6E4. How is a biased sample like conditioning on a collider? Think of the example at the open of the chapter.
#We can use the example of light, switch and eletricity. We know that switch -> light <- electricity exist. When we conditioning on light the information between switch and electricity flows.
#If the light is off, when the switch is on, the electricity should be off. When the light is on, the electricity is on then the switch is on.
6M1. Modify the DAG on page 186 to include the variable V, an unobserved cause of C and Y: C ← V → Y. Reanalyze the DAG. How many paths connect X to Y? Which must be closed? Which variables should you condition on now?
# Besides the existing 2 path on page 186 there are additional 2 path. So 4 path in total
#(1) X<-U<-A->C<-V->Y
# A fork U<-A->C, a pipe X<-U<-A, and a collider C<-V->Y can be observed.
# The pipe on the left side X←U←A is open . If no conditioning on A, there is no assocation at the right side, C<-V->Y.
# In order to let the information flow, we need to condition on A.
#(2) X<-U->B<-C<-V->Y
# This path conatins a collider, X<-U->B, and pipe B<-C<-V. And a second collider at the right hand side, C<-V->Y.
# We need to condition on B and V if we want to close the path.
6M2. Sometimes, in order to avoid multicollinearity, people inspect pairwise correlations among predictors before including them in a model.
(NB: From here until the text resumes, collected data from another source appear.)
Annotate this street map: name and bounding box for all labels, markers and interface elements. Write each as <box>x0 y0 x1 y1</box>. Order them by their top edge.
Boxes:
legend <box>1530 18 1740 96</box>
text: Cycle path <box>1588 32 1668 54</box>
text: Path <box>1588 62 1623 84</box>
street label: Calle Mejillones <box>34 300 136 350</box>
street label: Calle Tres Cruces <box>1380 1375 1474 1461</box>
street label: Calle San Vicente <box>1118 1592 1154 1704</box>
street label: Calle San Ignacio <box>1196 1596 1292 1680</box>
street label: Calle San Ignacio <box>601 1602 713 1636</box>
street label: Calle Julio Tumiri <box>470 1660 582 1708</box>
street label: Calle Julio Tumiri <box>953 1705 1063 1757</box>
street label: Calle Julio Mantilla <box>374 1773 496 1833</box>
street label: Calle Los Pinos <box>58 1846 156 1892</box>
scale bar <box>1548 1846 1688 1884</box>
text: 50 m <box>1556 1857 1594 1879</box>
This is a bad procedure, because what matters is the conditional association, not the association before the variables are included in the model. To highlight this, consider the DAG X → Z → Y. Simulate data from this DAG so that the correlation between X and Z is very large. Then include both in a model prediction Y. Do you observe any multicollinearity? Why or why not? What is different from the legs example in the chapter?
library(rethinking)
## Loading required package: rstan
## Loading required package: StanHeaders
## Loading required package: ggplot2
## rstan (Version 2.19.3, GitRev: 2e1f913d3ca3)
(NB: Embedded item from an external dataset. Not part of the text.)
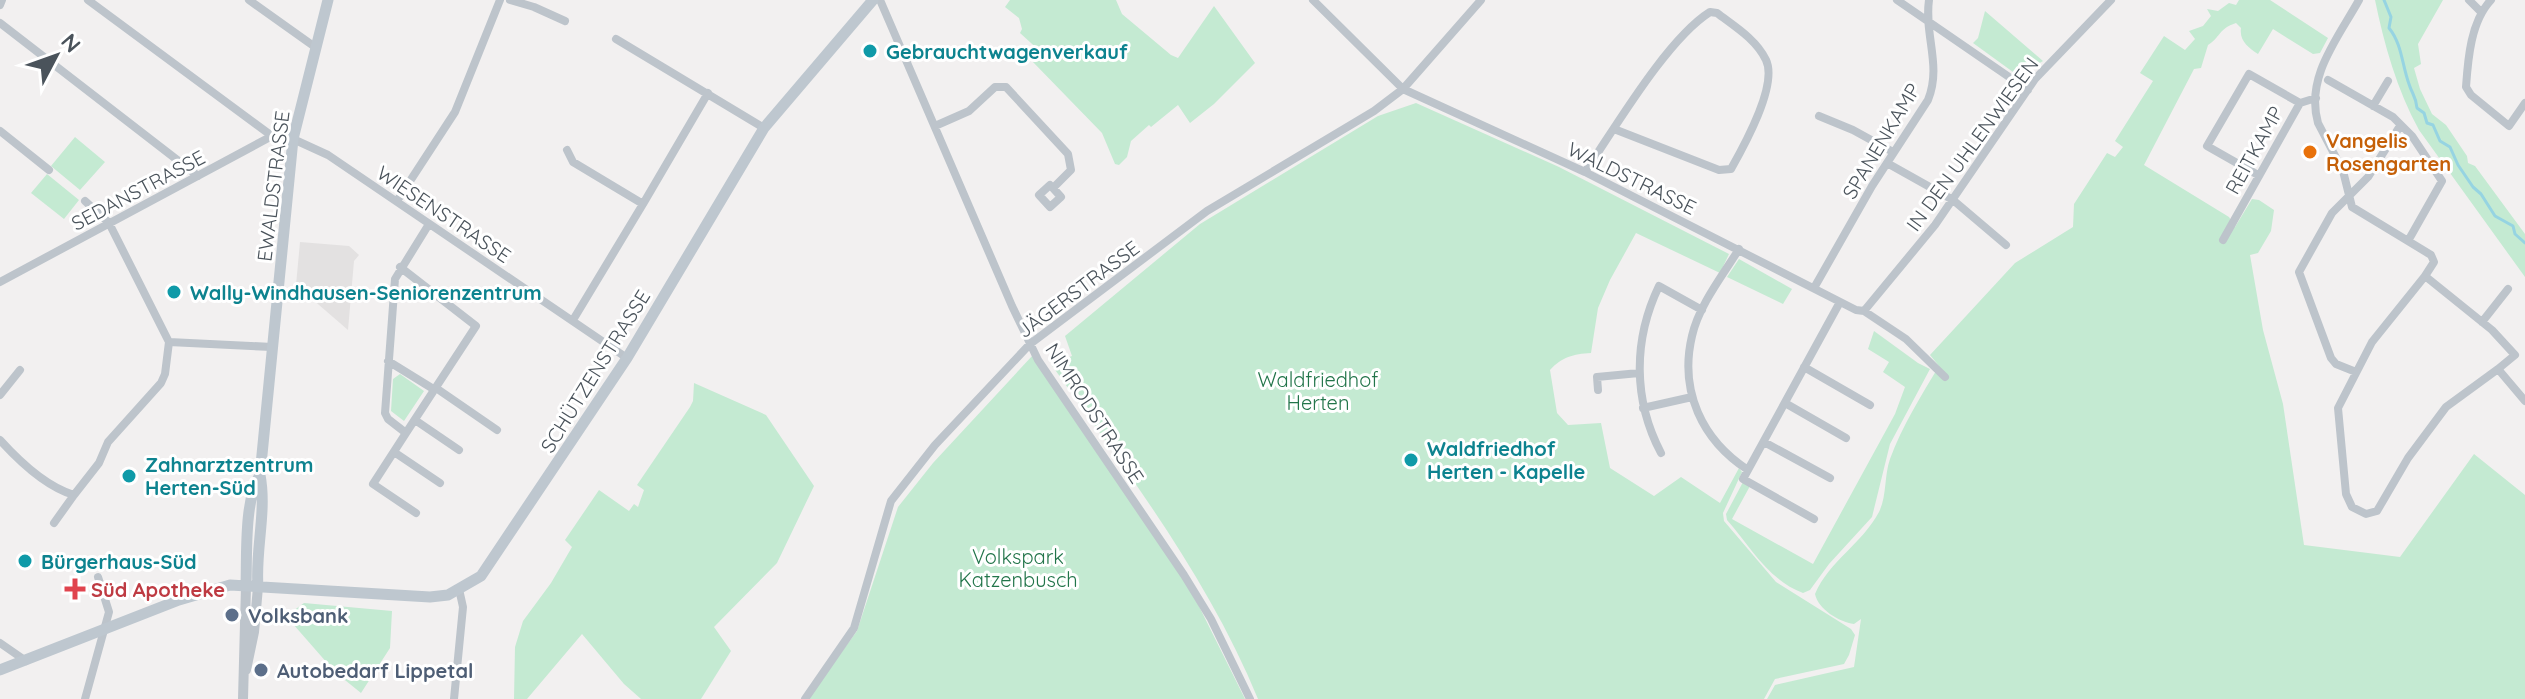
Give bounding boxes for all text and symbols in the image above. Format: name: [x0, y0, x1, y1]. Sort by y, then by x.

## For execution on a local, multicore CPU with excess RAM we recommend calling
## options(mc.cores = parallel::detectCores()).
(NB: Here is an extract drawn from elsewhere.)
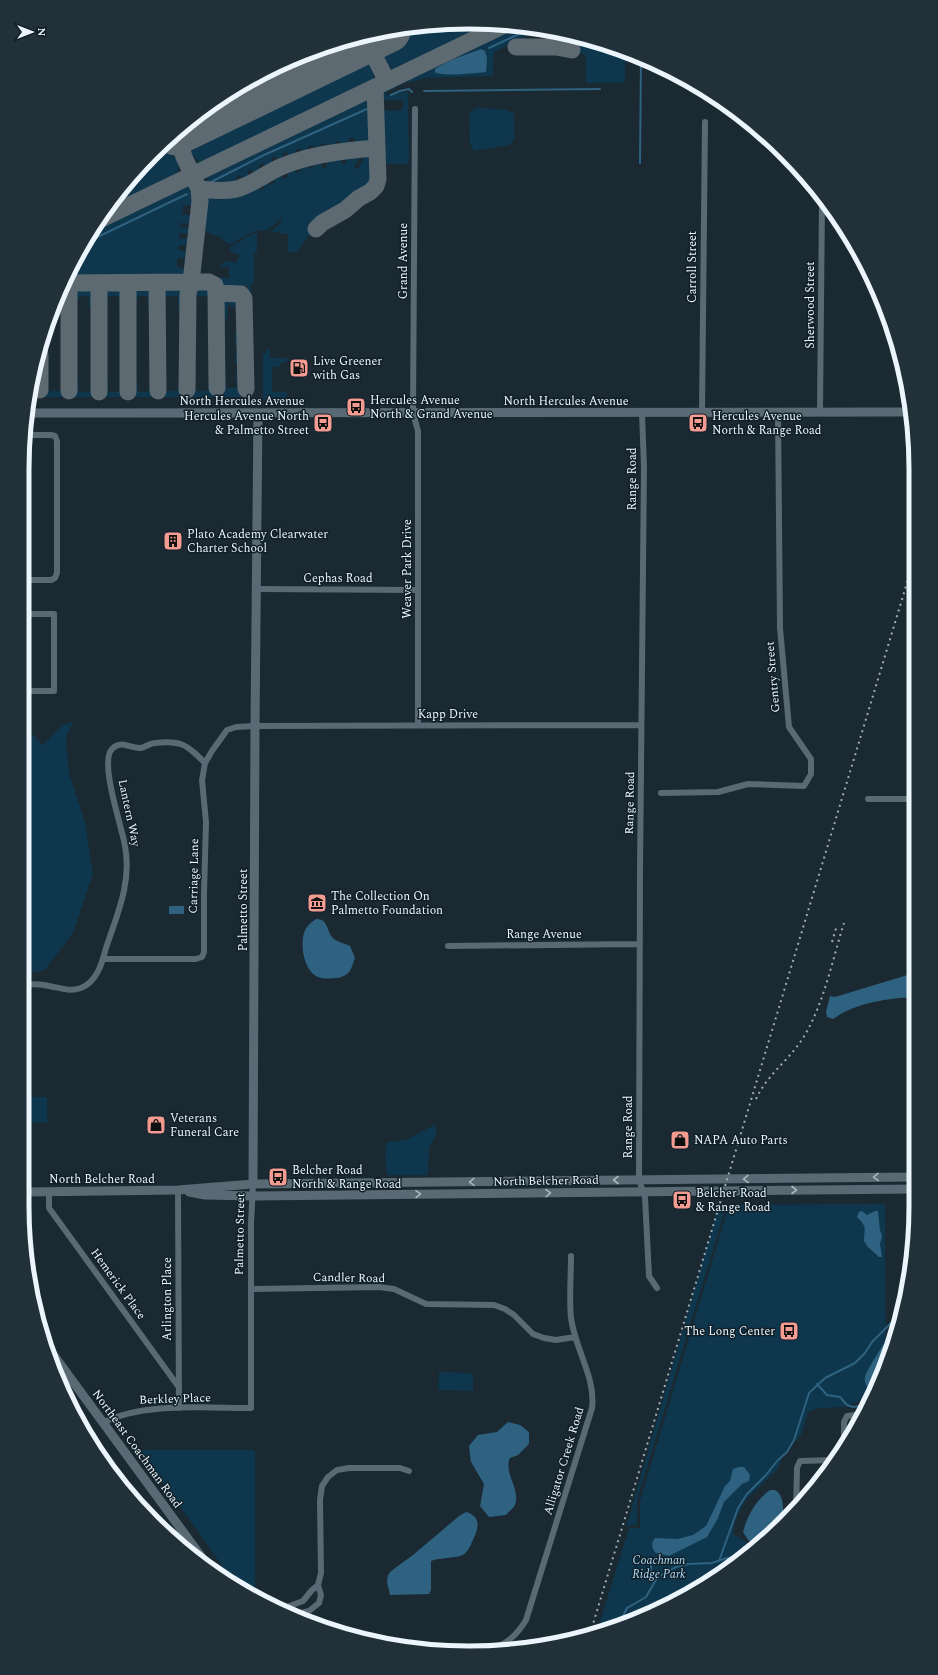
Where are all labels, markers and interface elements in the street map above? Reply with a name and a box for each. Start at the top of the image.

## To avoid recompilation of unchanged Stan programs, we recommend calling
## rstan_options(auto_write = TRUE)
## For improved execution time, we recommend calling
## Sys.setenv(LOCAL_CPPFLAGS = '-march=corei7 -mtune=corei7')
## although this causes Stan to throw an error on a few processors.
## Loading required package: parallel
## Loading required package: dagitty
## rethinking (Version 2.01)
##
## Attaching package: 'rethinking'
## The following object is masked from 'package:stats':
##
## rstudent
set.seed(129)
n<- 1000
b1<- 0.9
b2<- 0.7
set.seed(100)
x<- rnorm(n)
z<- rnorm(n,x*b1)
y<- rnorm(n,z*b2)
d <- data.frame(x,y,z)
cor(d)
## x y z
## x 1.0000000 0.4562717 0.6924074
## y 0.4562717 1.0000000 0.6351279
## z 0.6924074 0.6351279 1.0000000
m<- quap( alist(
y ~ dnorm( mu , sigma ),
mu <- a + b1*x + b2*z,
a ~ dnorm( 0 , 100 ),
c(b1,b2) ~ dnorm( 0 , 100 ),
sigma ~ dexp( 1 ) ),
data=d )
## Caution, model may not have converged.
## Code 1: Maximum iterations reached.
precis(m)
## mean sd 5.5% 94.5%
## a -0.008135237 0.03332760 -0.06139918 0.04512871
## b1 0.041459808 0.04483542 -0.03019585 0.11311547
## b2 0.619099380 0.03398903 0.56477834 0.67342042
## sigma 1.053730409 0.02383294 1.01564077 1.09182005
plot(precis(m))
post <- extract.samples(m)
plot( z ~ x , post , col=col.alpha(rangi2,0.1) , pch=16 )
#We can observe multicollinearity. For beta between x and z to be 0.9, the result from model shows beta(x->z) ranges mostly from -0.03 and 0.11.
# Compared with the legs example in the chapter, in which right leg is simulated from the height. Both leg has similar information, then there could be a unlimited number of combinations of bl and br that produce the same predictions. This makes the means and standard deviations pretty large.